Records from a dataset
- Opening Delimiter -
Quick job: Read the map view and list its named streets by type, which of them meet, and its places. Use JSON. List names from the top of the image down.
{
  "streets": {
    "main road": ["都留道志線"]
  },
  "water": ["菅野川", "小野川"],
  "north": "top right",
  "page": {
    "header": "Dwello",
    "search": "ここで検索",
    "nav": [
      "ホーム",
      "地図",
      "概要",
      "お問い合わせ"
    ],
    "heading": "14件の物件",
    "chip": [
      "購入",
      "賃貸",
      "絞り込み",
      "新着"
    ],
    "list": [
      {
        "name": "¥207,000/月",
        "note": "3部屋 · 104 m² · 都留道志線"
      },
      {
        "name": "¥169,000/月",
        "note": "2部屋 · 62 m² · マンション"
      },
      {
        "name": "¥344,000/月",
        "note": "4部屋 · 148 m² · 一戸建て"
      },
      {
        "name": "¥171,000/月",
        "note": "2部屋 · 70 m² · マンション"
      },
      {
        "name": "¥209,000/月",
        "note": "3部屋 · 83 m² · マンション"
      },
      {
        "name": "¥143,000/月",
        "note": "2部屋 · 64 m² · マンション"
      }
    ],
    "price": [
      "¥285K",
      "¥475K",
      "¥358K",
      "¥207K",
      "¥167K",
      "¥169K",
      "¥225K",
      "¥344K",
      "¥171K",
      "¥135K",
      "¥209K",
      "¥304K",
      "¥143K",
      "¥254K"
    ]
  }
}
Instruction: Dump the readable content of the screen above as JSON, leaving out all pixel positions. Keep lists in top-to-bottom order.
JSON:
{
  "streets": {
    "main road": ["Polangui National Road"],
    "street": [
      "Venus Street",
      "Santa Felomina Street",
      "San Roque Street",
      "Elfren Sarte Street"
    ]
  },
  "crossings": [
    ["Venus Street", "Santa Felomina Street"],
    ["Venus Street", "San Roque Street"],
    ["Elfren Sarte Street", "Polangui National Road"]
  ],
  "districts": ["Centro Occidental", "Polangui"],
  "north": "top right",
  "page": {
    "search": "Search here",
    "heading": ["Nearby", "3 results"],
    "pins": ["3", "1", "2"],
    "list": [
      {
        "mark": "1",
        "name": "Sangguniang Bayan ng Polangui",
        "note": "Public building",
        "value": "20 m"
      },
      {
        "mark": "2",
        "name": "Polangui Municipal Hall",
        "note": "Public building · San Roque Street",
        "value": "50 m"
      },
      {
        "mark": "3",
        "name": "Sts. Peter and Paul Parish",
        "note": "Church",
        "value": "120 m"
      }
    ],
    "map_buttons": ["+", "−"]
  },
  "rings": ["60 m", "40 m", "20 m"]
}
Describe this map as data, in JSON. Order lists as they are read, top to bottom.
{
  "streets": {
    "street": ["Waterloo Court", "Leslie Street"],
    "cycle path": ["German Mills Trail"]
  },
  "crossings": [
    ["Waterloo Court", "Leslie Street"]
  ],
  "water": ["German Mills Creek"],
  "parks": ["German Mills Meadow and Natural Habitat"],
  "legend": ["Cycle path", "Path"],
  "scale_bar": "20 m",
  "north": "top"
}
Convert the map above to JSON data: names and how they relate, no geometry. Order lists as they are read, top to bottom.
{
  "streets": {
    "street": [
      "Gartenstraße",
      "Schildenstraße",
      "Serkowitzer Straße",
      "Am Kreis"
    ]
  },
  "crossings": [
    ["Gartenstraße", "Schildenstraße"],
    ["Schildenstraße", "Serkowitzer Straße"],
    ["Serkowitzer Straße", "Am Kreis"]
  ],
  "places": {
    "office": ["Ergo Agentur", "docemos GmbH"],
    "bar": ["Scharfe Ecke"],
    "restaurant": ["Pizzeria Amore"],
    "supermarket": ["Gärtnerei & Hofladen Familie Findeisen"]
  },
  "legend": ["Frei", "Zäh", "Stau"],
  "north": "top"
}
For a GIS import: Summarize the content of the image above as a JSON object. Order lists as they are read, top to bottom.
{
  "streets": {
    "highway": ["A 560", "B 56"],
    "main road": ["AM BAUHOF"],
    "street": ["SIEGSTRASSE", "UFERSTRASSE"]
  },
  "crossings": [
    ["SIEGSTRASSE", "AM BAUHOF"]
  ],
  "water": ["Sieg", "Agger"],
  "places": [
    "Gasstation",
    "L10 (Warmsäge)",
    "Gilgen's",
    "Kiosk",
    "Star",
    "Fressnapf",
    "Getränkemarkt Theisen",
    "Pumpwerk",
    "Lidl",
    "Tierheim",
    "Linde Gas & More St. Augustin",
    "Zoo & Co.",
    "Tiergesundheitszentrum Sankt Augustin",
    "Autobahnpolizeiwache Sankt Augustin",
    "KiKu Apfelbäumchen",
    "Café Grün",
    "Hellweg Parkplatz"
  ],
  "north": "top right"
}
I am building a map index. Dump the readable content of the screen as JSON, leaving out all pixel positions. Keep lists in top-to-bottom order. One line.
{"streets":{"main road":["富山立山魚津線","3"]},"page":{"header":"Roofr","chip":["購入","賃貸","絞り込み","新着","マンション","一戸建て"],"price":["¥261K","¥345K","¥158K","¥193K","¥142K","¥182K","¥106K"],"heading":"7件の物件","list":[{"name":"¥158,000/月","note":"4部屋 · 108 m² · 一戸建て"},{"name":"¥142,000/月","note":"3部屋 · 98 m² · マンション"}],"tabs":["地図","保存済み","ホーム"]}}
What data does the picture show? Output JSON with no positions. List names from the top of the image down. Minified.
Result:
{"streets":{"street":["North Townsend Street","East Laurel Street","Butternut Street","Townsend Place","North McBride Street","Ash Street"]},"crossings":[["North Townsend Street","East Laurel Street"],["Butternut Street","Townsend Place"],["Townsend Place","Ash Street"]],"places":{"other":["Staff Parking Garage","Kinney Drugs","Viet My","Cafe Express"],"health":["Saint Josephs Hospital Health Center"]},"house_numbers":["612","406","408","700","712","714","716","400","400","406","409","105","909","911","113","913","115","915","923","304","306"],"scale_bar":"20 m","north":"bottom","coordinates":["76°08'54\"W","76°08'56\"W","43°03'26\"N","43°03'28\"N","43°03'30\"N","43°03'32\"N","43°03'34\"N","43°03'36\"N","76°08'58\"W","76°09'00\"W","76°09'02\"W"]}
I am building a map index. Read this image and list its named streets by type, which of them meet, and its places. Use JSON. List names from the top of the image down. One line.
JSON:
- Closing Delimiter -
Return all the lines shown above, word for word.

Exercise result:
Quick job: Read the map view and list its named streets by type, which of them meet, and its places. Use JSON. List names from the top of the image down.
{
  "streets": {
    "main road": ["都留道志線"]
  },
  "water": ["菅野川", "小野川"],
  "north": "top right",
  "page": {
    "header": "Dwello",
    "search": "ここで検索",
    "nav": [
      "ホーム",
      "地図",
      "概要",
      "お問い合わせ"
    ],
    "heading": "14件の物件",
    "chip": [
      "購入",
      "賃貸",
      "絞り込み",
      "新着"
    ],
    "list": [
      {
        "name": "¥207,000/月",
        "note": "3部屋 · 104 m² · 都留道志線"
      },
      {
        "name": "¥169,000/月",
        "note": "2部屋 · 62 m² · マンション"
      },
      {
        "name": "¥344,000/月",
        "note": "4部屋 · 148 m² · 一戸建て"
      },
      {
        "name": "¥171,000/月",
        "note": "2部屋 · 70 m² · マンション"
      },
      {
        "name": "¥209,000/月",
        "note": "3部屋 · 83 m² · マンション"
      },
      {
        "name": "¥143,000/月",
        "note": "2部屋 · 64 m² · マンション"
      }
    ],
    "price": [
      "¥285K",
      "¥475K",
      "¥358K",
      "¥207K",
      "¥167K",
      "¥169K",
      "¥225K",
      "¥344K",
      "¥171K",
      "¥135K",
      "¥209K",
      "¥304K",
      "¥143K",
      "¥254K"
    ]
  }
}
Instruction: Dump the readable content of the screen above as JSON, leaving out all pixel positions. Keep lists in top-to-bottom order.
JSON:
{
  "streets": {
    "main road": ["Polangui National Road"],
    "street": [
      "Venus Street",
      "Santa Felomina Street",
      "San Roque Street",
      "Elfren Sarte Street"
    ]
  },
  "crossings": [
    ["Venus Street", "Santa Felomina Street"],
    ["Venus Street", "San Roque Street"],
    ["Elfren Sarte Street", "Polangui National Road"]
  ],
  "districts": ["Centro Occidental", "Polangui"],
  "north": "top right",
  "page": {
    "search": "Search here",
    "heading": ["Nearby", "3 results"],
    "pins": ["3", "1", "2"],
    "list": [
      {
        "mark": "1",
        "name": "Sangguniang Bayan ng Polangui",
        "note": "Public building",
        "value": "20 m"
      },
      {
        "mark": "2",
        "name": "Polangui Municipal Hall",
        "note": "Public building · San Roque Street",
        "value": "50 m"
      },
      {
        "mark": "3",
        "name": "Sts. Peter and Paul Parish",
        "note": "Church",
        "value": "120 m"
      }
    ],
    "map_buttons": ["+", "−"]
  },
  "rings": ["60 m", "40 m", "20 m"]
}
Describe this map as data, in JSON. Order lists as they are read, top to bottom.
{
  "streets": {
    "street": ["Waterloo Court", "Leslie Street"],
    "cycle path": ["German Mills Trail"]
  },
  "crossings": [
    ["Waterloo Court", "Leslie Street"]
  ],
  "water": ["German Mills Creek"],
  "parks": ["German Mills Meadow and Natural Habitat"],
  "legend": ["Cycle path", "Path"],
  "scale_bar": "20 m",
  "north": "top"
}
Convert the map above to JSON data: names and how they relate, no geometry. Order lists as they are read, top to bottom.
{
  "streets": {
    "street": [
      "Gartenstraße",
      "Schildenstraße",
      "Serkowitzer Straße",
      "Am Kreis"
    ]
  },
  "crossings": [
    ["Gartenstraße", "Schildenstraße"],
    ["Schildenstraße", "Serkowitzer Straße"],
    ["Serkowitzer Straße", "Am Kreis"]
  ],
  "places": {
    "office": ["Ergo Agentur", "docemos GmbH"],
    "bar": ["Scharfe Ecke"],
    "restaurant": ["Pizzeria Amore"],
    "supermarket": ["Gärtnerei & Hofladen Familie Findeisen"]
  },
  "legend": ["Frei", "Zäh", "Stau"],
  "north": "top"
}
For a GIS import: Summarize the content of the image above as a JSON object. Order lists as they are read, top to bottom.
{
  "streets": {
    "highway": ["A 560", "B 56"],
    "main road": ["AM BAUHOF"],
    "street": ["SIEGSTRASSE", "UFERSTRASSE"]
  },
  "crossings": [
    ["SIEGSTRASSE", "AM BAUHOF"]
  ],
  "water": ["Sieg", "Agger"],
  "places": [
    "Gasstation",
    "L10 (Warmsäge)",
    "Gilgen's",
    "Kiosk",
    "Star",
    "Fressnapf",
    "Getränkemarkt Theisen",
    "Pumpwerk",
    "Lidl",
    "Tierheim",
    "Linde Gas & More St. Augustin",
    "Zoo & Co.",
    "Tiergesundheitszentrum Sankt Augustin",
    "Autobahnpolizeiwache Sankt Augustin",
    "KiKu Apfelbäumchen",
    "Café Grün",
    "Hellweg Parkplatz"
  ],
  "north": "top right"
}
I am building a map index. Dump the readable content of the screen as JSON, leaving out all pixel positions. Keep lists in top-to-bottom order. One line.
{"streets":{"main road":["富山立山魚津線","3"]},"page":{"header":"Roofr","chip":["購入","賃貸","絞り込み","新着","マンション","一戸建て"],"price":["¥261K","¥345K","¥158K","¥193K","¥142K","¥182K","¥106K"],"heading":"7件の物件","list":[{"name":"¥158,000/月","note":"4部屋 · 108 m² · 一戸建て"},{"name":"¥142,000/月","note":"3部屋 · 98 m² · マンション"}],"tabs":["地図","保存済み","ホーム"]}}
What data does the picture show? Output JSON with no positions. List names from the top of the image down. Minified.
Result:
{"streets":{"street":["North Townsend Street","East Laurel Street","Butternut Street","Townsend Place","North McBride Street","Ash Street"]},"crossings":[["North Townsend Street","East Laurel Street"],["Butternut Street","Townsend Place"],["Townsend Place","Ash Street"]],"places":{"other":["Staff Parking Garage","Kinney Drugs","Viet My","Cafe Express"],"health":["Saint Josephs Hospital Health Center"]},"house_numbers":["612","406","408","700","712","714","716","400","400","406","409","105","909","911","113","913","115","915","923","304","306"],"scale_bar":"20 m","north":"bottom","coordinates":["76°08'54\"W","76°08'56\"W","43°03'26\"N","43°03'28\"N","43°03'30\"N","43°03'32\"N","43°03'34\"N","43°03'36\"N","76°08'58\"W","76°09'00\"W","76°09'02\"W"]}
I am building a map index. Read this image and list its named streets by type, which of them meet, and its places. Use JSON. List names from the top of the image down. One line.
JSON:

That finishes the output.